Não estamos em 2011, mas há dias em que parece. É que a campanha eleitoral prossegue focada nas teses e nos protagonistas de há quatro anos – nos debates televisivos, do que se fala é dos governos Sócrates, de quem chamou a troika, dos autores do memorando, do programa de ajustamento e dos perigos do endividamento público. Será estratégia? Em parte, sim. Mas, em boa verdade, debater o passado tem sido muito mais frutífero do que discutir o futuro da segurança social ou a venda do Novo Banco. É que, dessa discussão, saiu algo realmente indispensável de ser desvendado: à esquerda, a classe política parece ainda não ter percebido o que aconteceu ao país desde 2011. Nada pode ser mais elucidativo acerca das suas propostas eleitorais, pois nada há de mais perigoso para o futuro do que não aceitar os erros do passado.

Discutir “quem chamou a troika” ou a “autoria do memorando de entendimento”, atribuindo responsabilidades ao PSD como pretende António Costa, seria cómico se não fosse sintoma de algo mais sério e grave – o ilibar da governação do PS, que duplicou a dívida pública do país e o deixou entre a espada e a parede. Achar que os cortes nos salários da função pública foram uma opção ideológica e não uma necessidade, como argumenta Catarina Martins, é a negação do contexto de soberania limitada em que Portugal viveu. Identificar na UE o inimigo, como sustenta Jerónimo de Sousa, é esquecer que foi a UE (e Merkel) quem deu a mão a Portugal e condições para o governo relançar a economia. Ora, todas estas tomadas de posição de PS, BE e PCP têm entusiasmado nos debates, mas são sobretudo a face mais visível de um problema aparentemente inultrapassável: toda a esquerda portuguesa tem feito campanha a partir de um diagnóstico duvidoso acerca das causas do pedido de assistência financeira e, consequentemente, sobrevive pela negação dos seus erros políticos. Dito de forma simples, em quatro anos, os partidos à esquerda não aprenderam nada.

A relevância desta observação não é só histórica, diz muito sobre o presente, a posição e as propostas destes partidos. É porque não aprendeu nada nestes últimos quatro anos que o PS se propõe a desfazer o que foi feito, como a reforma do IRS ou a reforma do IRC (aquela que o próprio PS negociou e consensualizou com o governo).

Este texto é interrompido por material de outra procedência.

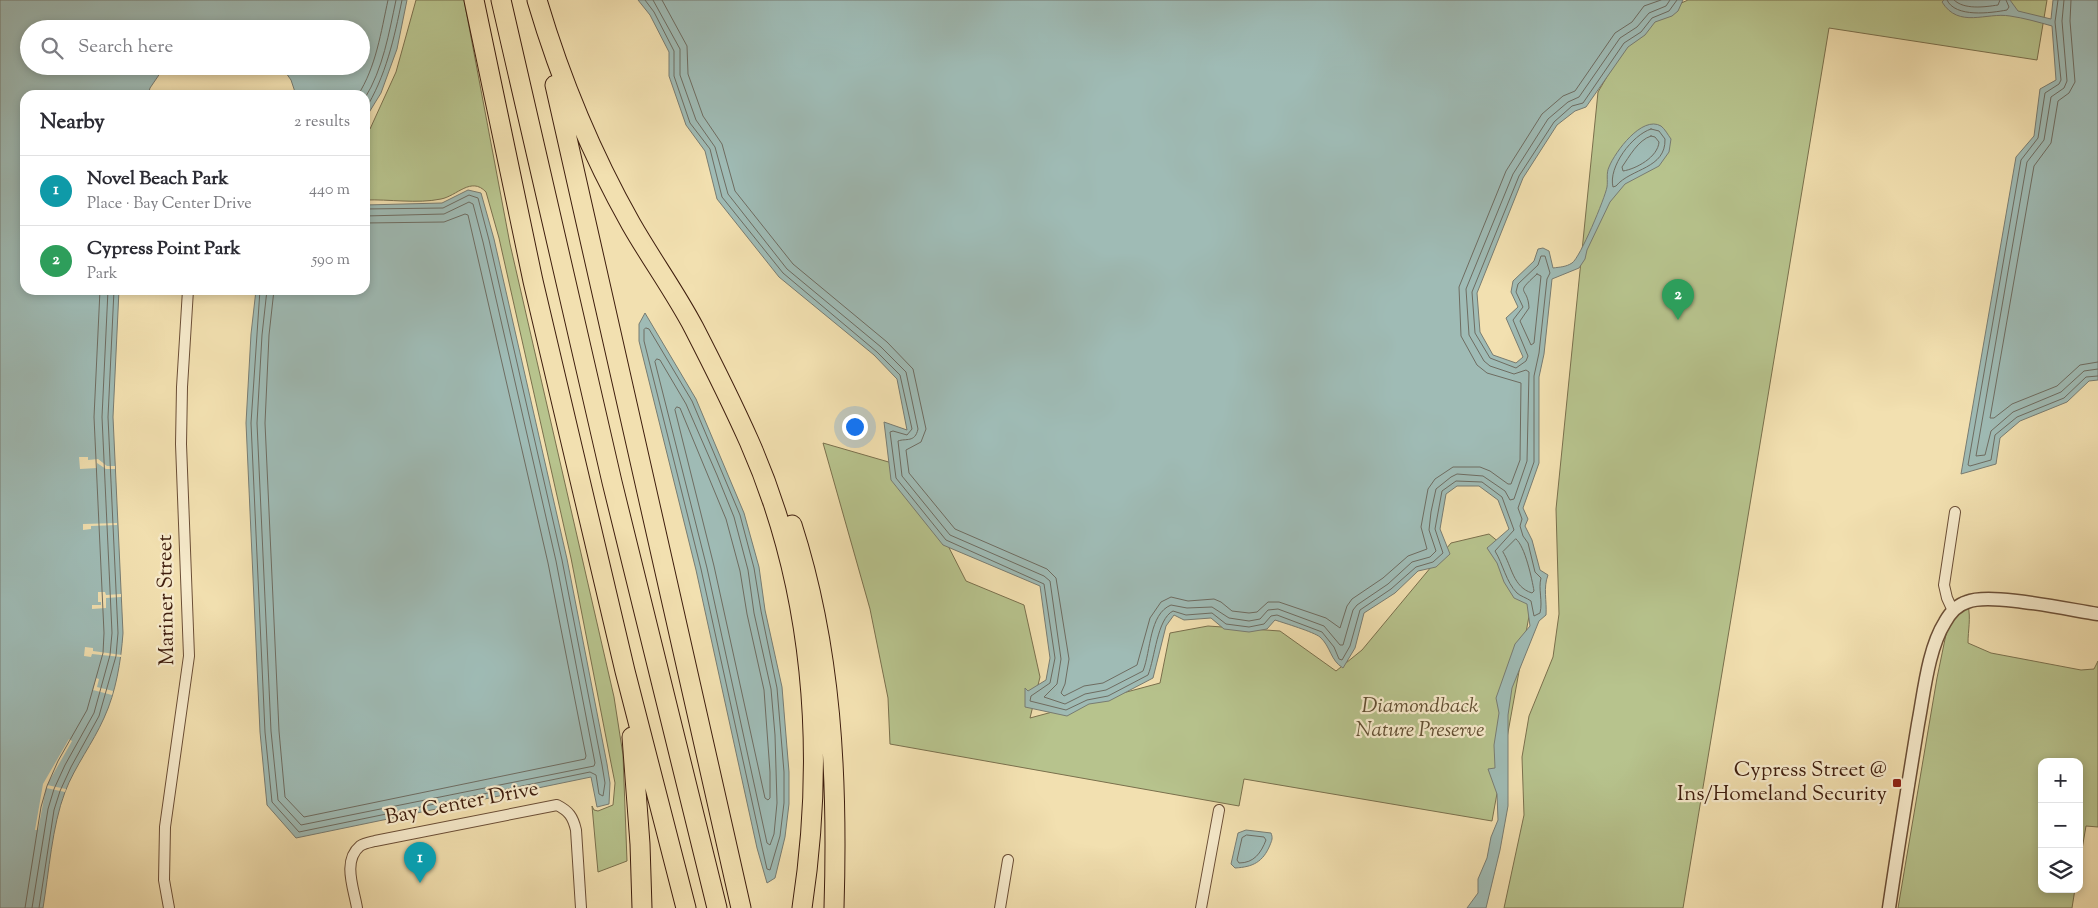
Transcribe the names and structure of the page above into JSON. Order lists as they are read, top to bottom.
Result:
{
  "streets": {
    "street": ["Mariner Street", "Bay Center Drive"]
  },
  "parks": ["Diamondback Nature Preserve"],
  "places": {
    "transit": ["Cypress Street @ Ins/Homeland Security"]
  },
  "page": {
    "search": "Search here",
    "heading": ["Nearby", "2 results"],
    "list": [
      {
        "mark": "1",
        "name": "Novel Beach Park",
        "note": "Place · Bay Center Drive",
        "value": "440 m"
      },
      {
        "mark": "2",
        "name": "Cypress Point Park",
        "note": "Park",
        "value": "590 m"
      }
    ],
    "pins": ["2", "1"],
    "map_buttons": ["+", "−"]
  }
}
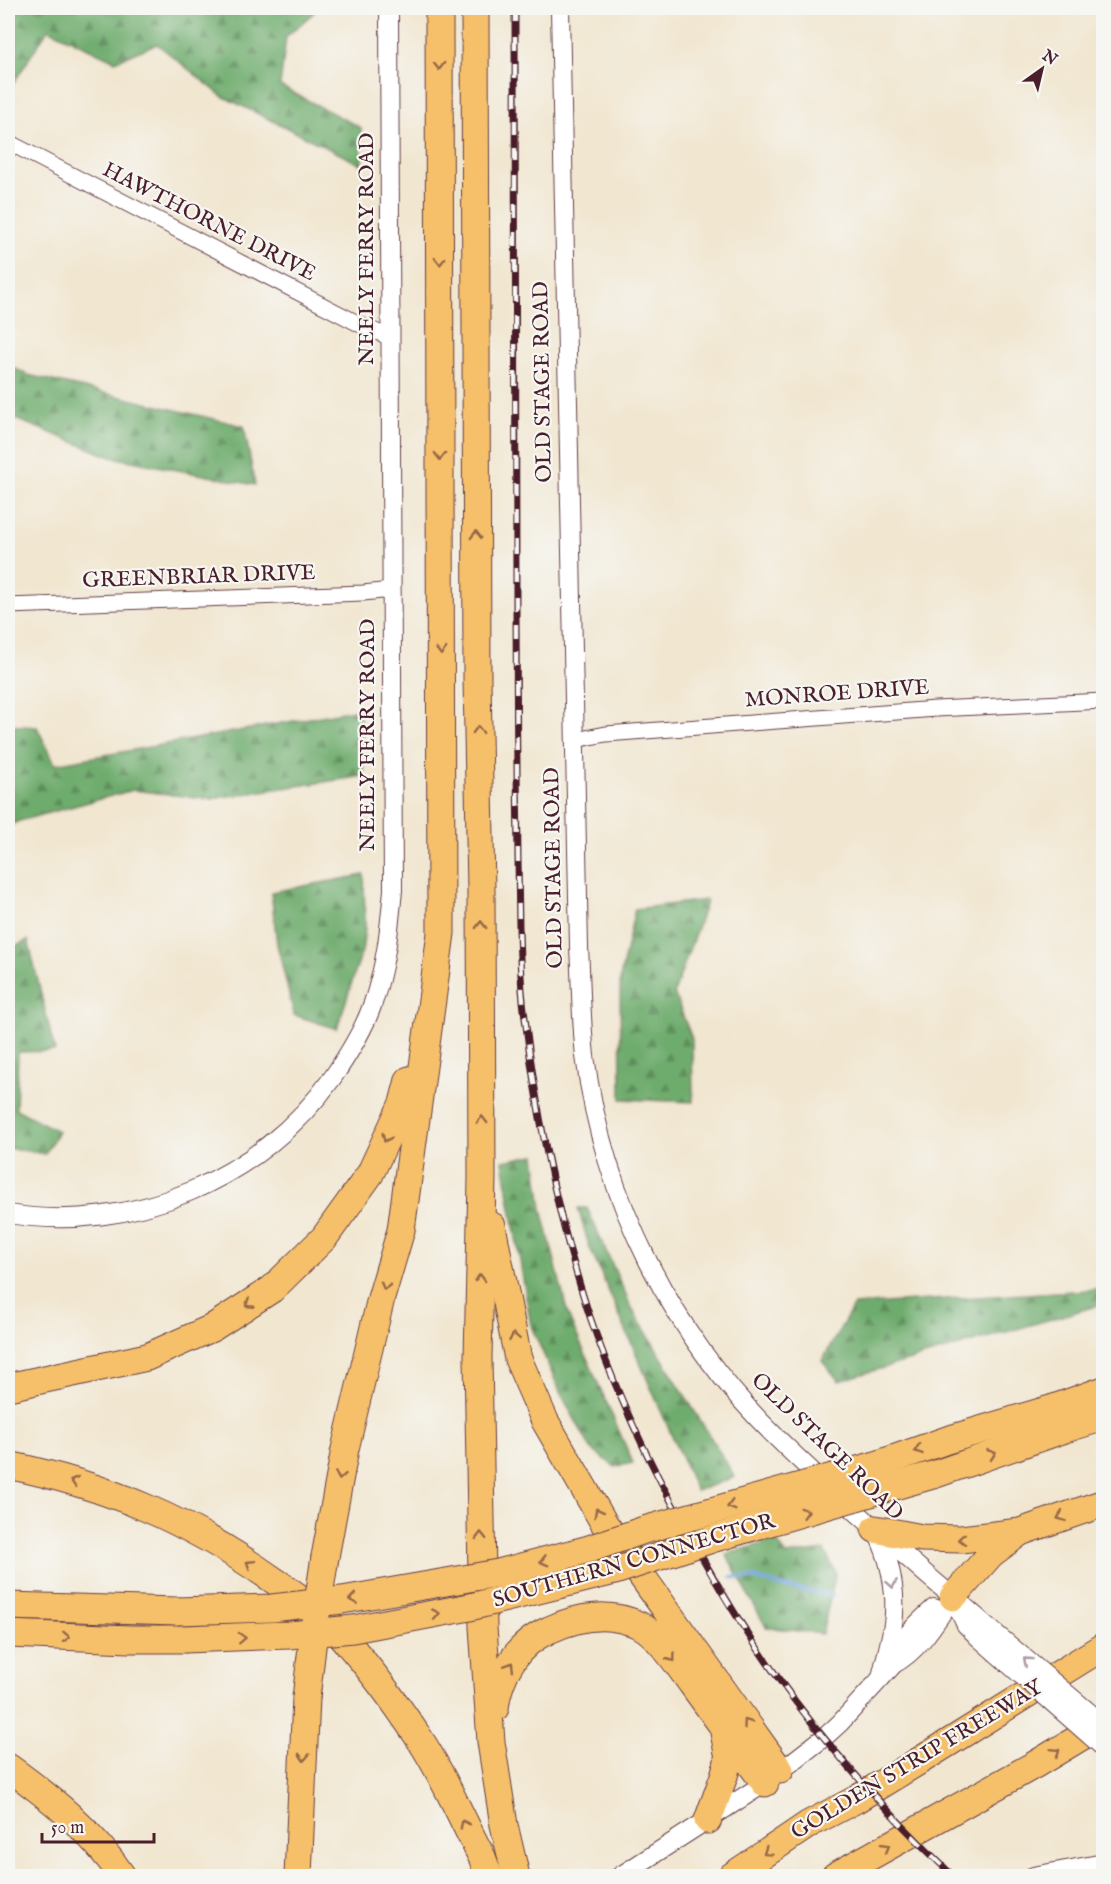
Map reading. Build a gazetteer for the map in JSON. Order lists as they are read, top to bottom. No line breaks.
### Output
{"streets":{"highway":["SOUTHERN CONNECTOR","GOLDEN STRIP FREEWAY"],"street":["HAWTHORNE DRIVE","NEELY FERRY ROAD","OLD STAGE ROAD","GREENBRIAR DRIVE","MONROE DRIVE"]},"crossings":[["HAWTHORNE DRIVE","NEELY FERRY ROAD"],["NEELY FERRY ROAD","GREENBRIAR DRIVE"],["OLD STAGE ROAD","MONROE DRIVE"]],"scale_bar":"50 m","north":"top right"}
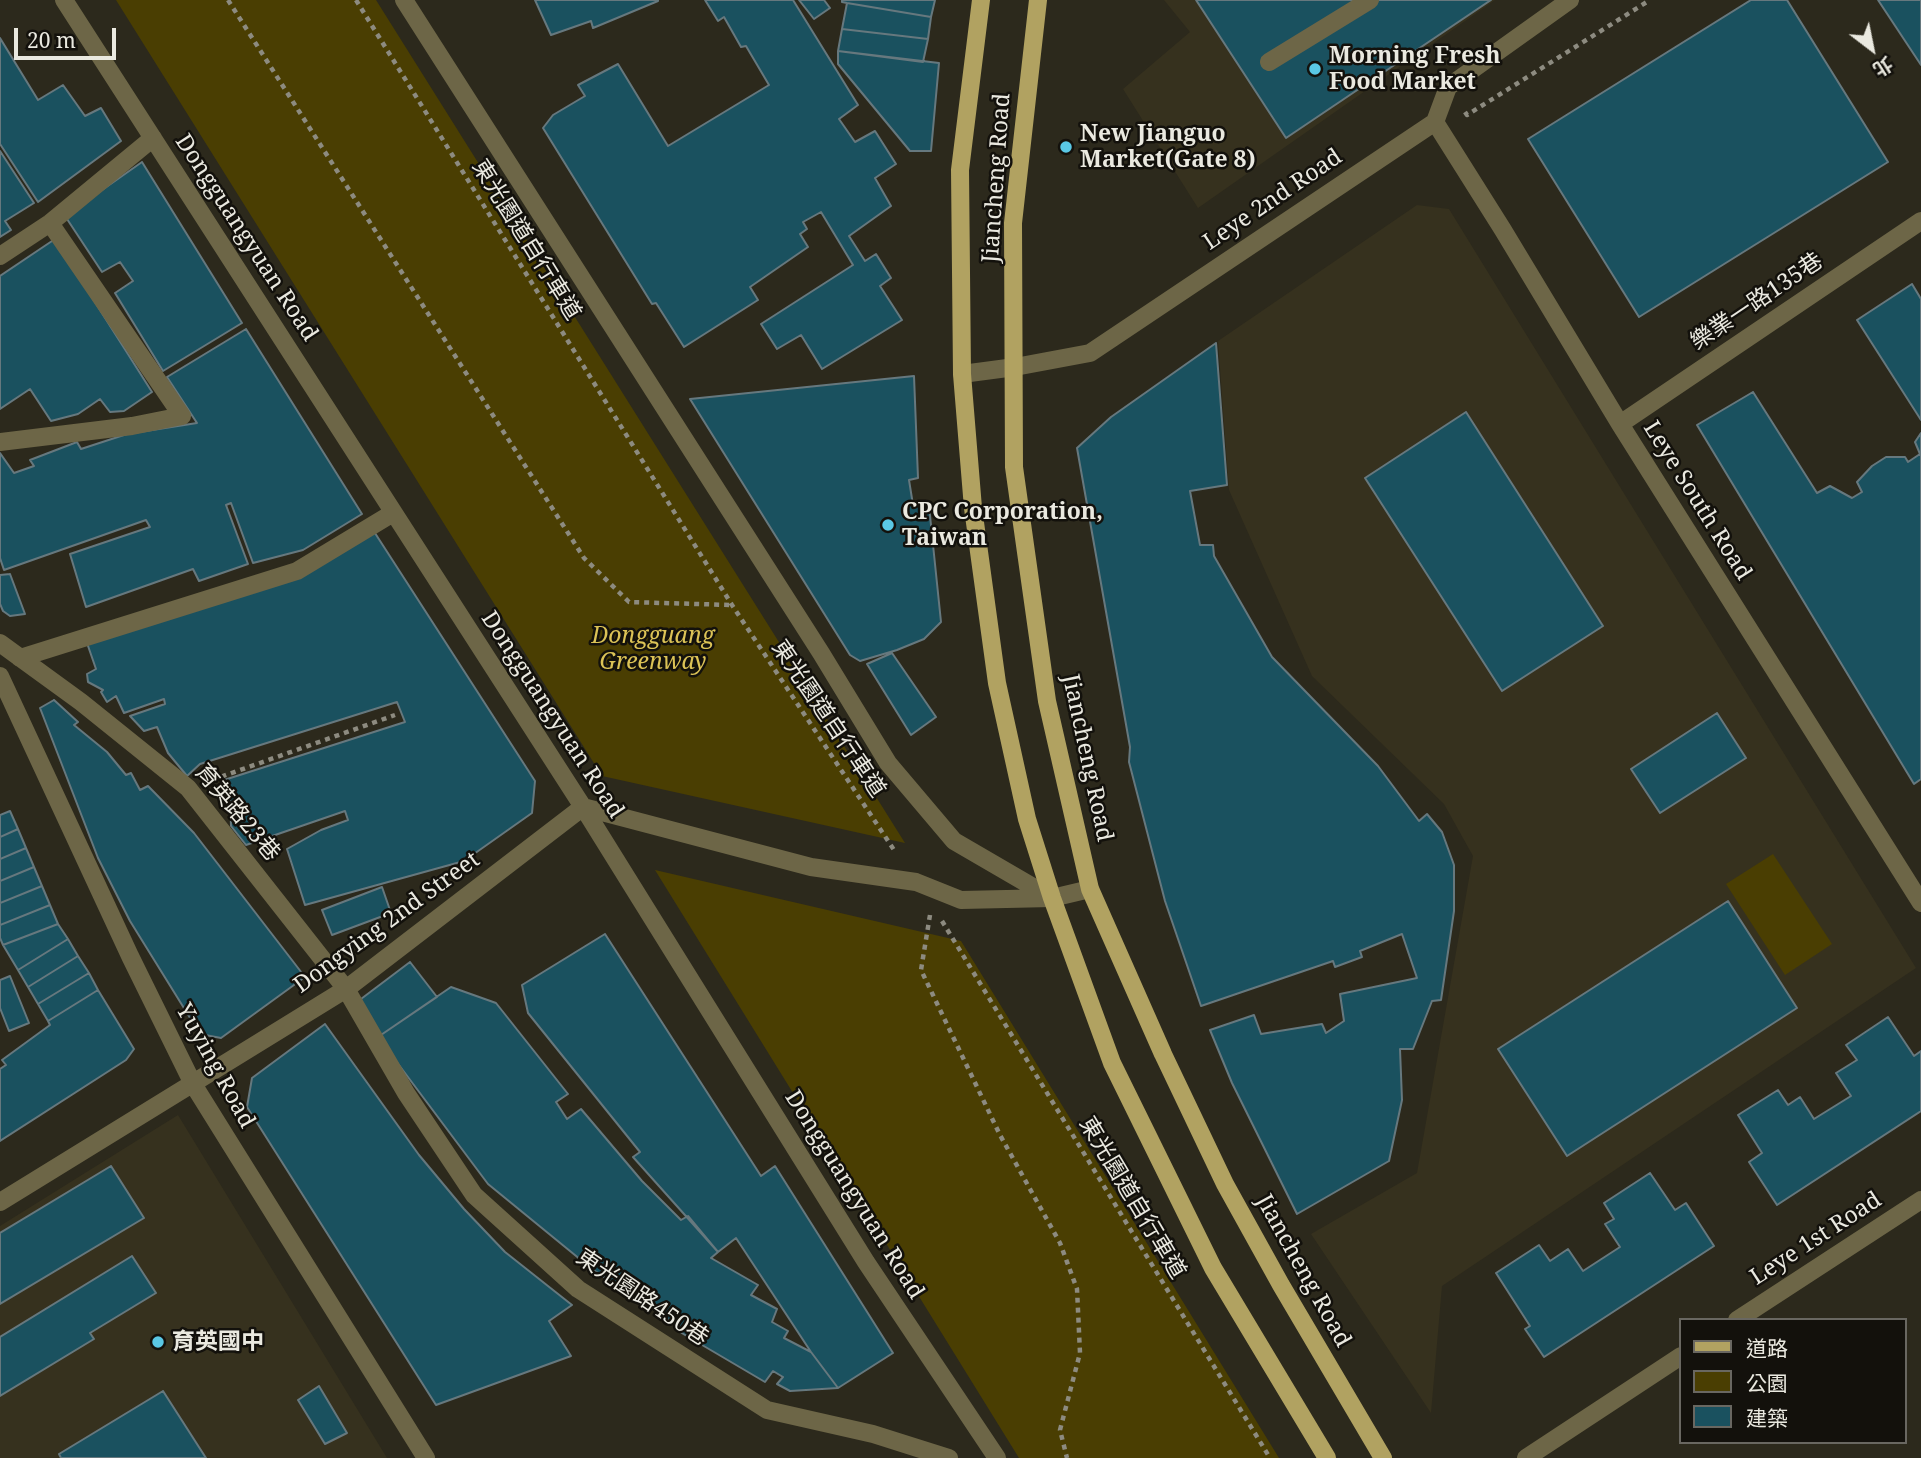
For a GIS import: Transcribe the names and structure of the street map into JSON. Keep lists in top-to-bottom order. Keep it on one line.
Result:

É porque não aprendeu nada nesse período que o PS se dispõe a uma aventura na segurança social, diminuindo as contribuições dos trabalhadores em quatro pontos percentuais até 2018. É porque o PS não aprendeu nada que se apresenta com estimativas de criação de emprego na ordem dos 207 mil, reiterando erros passados. Do mesmo modo que é porque o BE não aprendeu nada nestes últimos quatro anos que continua a sonhar em ser mais PCP do que o PCP, em vez de se assumir como um partido próximo do PS e seu potencial parceiro de coligação. Ou, mais grave do que tudo isto, é porque a esquerda não aprendeu nada nos últimos quatro anos que acredita ser possível retomar a normalidade de 2011 onde ela foi interrompida.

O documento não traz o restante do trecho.